Sentiment analysis with NLTK: a practical approach

Contents

This article was published as part of the Data Science Blogathon

Introduction

The ultimate goal of this blog is to predict the sentiment of a given text using python, where we use NLTK, also known as Natural Language Processing Toolkit, a Python package specially created for text-based analysis. Then, with a few lines of code, we can easily predict whether a sentence or a review (used in the blog) is it a positive or negative review.

46245blog-6-1-4174603

Before moving directly to implementation, allow me briefly the steps involved to get an idea of ​​the analytics approach. These are namely:

1. Import of required modules
2. Dataset import
3. Data preprocessing and visualization
4. Model building
5. Prediction

So let's focus on each step in detail.

1. Import of required modules:

Then, as we all know, it is necessary to import all the modules that we are going to use initially. So let's do it as the first step of our practice.

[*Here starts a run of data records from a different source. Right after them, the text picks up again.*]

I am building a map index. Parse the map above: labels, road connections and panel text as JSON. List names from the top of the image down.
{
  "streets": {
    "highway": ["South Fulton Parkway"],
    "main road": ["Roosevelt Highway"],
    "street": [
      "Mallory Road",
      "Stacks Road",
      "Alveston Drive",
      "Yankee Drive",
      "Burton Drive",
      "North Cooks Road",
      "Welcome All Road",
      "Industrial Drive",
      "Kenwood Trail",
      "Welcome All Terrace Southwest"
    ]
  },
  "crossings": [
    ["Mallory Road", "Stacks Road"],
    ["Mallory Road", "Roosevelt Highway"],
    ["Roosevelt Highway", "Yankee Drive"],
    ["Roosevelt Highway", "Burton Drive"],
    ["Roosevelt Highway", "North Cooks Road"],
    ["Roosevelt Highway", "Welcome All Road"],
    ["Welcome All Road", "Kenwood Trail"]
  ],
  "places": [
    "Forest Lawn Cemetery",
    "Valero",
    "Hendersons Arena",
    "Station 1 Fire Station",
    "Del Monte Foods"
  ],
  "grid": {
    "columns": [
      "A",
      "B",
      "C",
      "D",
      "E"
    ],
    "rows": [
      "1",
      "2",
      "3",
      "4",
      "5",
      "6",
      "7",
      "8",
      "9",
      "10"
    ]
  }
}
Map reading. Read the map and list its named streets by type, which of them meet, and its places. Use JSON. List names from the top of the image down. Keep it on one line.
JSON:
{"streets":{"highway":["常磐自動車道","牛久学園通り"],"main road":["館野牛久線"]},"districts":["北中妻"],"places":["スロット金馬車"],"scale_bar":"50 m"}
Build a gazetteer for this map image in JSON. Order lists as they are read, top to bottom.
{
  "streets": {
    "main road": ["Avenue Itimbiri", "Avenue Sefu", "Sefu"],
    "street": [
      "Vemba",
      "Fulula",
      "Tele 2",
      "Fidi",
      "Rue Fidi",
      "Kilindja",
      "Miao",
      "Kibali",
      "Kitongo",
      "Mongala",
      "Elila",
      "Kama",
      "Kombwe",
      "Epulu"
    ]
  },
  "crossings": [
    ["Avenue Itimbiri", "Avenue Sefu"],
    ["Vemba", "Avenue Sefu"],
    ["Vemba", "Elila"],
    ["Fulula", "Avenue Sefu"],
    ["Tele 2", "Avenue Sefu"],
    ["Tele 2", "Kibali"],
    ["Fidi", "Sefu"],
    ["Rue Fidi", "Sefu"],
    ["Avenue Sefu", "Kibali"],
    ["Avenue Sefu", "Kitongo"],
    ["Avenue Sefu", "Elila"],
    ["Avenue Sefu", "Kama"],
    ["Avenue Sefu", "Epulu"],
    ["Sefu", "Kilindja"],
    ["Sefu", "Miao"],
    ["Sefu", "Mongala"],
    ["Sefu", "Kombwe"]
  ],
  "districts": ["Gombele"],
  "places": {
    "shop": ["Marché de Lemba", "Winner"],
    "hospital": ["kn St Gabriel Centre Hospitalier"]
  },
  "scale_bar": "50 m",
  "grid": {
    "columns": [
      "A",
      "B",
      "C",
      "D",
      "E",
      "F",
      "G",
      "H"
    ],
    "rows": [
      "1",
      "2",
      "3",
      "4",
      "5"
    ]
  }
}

import numpy as np                  #linear algebra
import pandas as pd                 # data processing, CSV file I / O (e.g. pd.read_csv)
import matplotlib.pyplot as plt     #For Visualisation
%matplotlib inline
import seaborn as sns               #For better Visualisation
from bs4 import BeautifulSoup       #For Text Parsing

Here we are importing all the necessary basic import modules, namely, numpy, pandas, matplotlib, seaborn y beautiful soup, each with its own use case. Although we will use some other modules, excluding them, we will understand them while we use them.

2. Dataset import:

In fact, I had downloaded the Kaggle dataset quite some time ago, so I don't have the link to the dataset. Then, to get the dataset and code, I will put the link of the Github repository so that everyone has access to it. Now, to import the dataset, we have to use the pandas ‘read_csv method’ followed by the file path.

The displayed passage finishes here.